> _What the exercise asks_
Output each line of the data below exactly, omitting any image.

> _Supplied material_
-- Opening Marker --

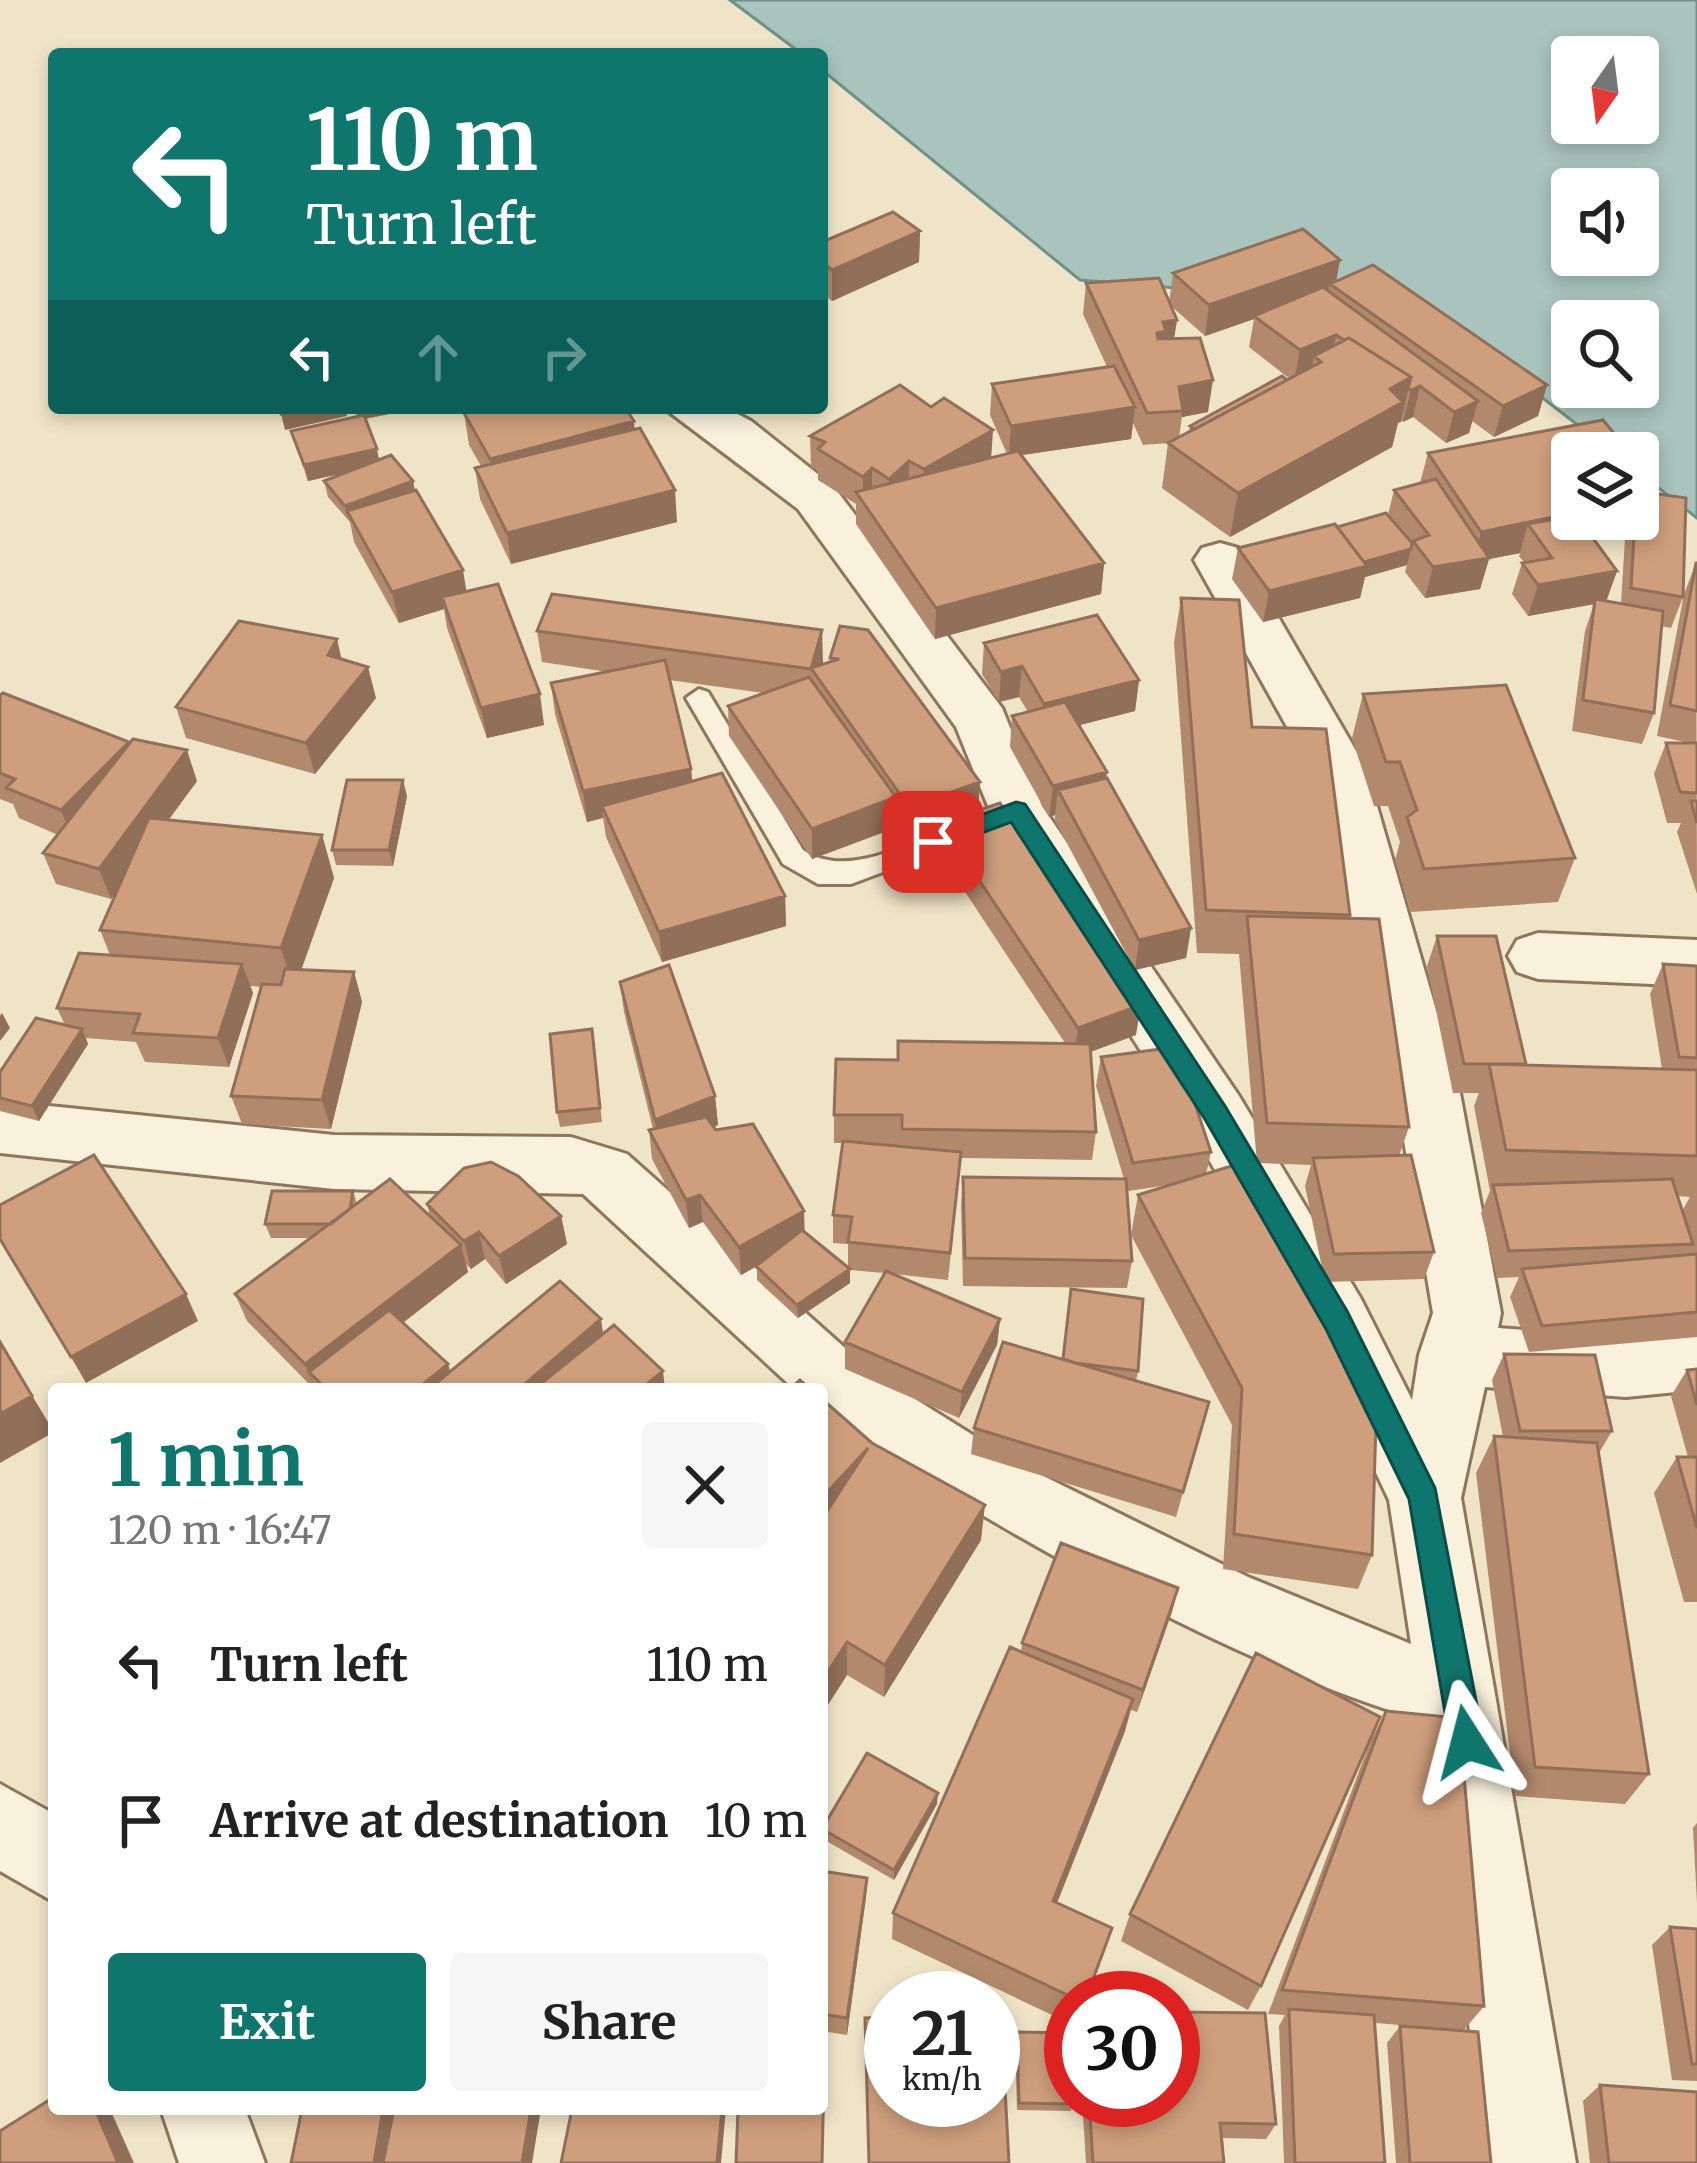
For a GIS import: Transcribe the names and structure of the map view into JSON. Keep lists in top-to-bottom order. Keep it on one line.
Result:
{"north":"bottom","page":{"turn":["110 m","Turn left"],"heading":["1 min","120 m · 16:47"],"list":[{"name":"Turn left","value":"110 m"},{"name":"Arrive at destination","value":"10 m"}],"buttons":["Exit","Share"],"speed":"21 km/h","limit":"30"}}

-- Closing Marker --

> _Answer area_
For a GIS import: Transcribe the names and structure of the map view into JSON. Keep lists in top-to-bottom order. Keep it on one line.
Result:
{"north":"bottom","page":{"turn":["110 m","Turn left"],"heading":["1 min","120 m · 16:47"],"list":[{"name":"Turn left","value":"110 m"},{"name":"Arrive at destination","value":"10 m"}],"buttons":["Exit","Share"],"speed":"21 km/h","limit":"30"}}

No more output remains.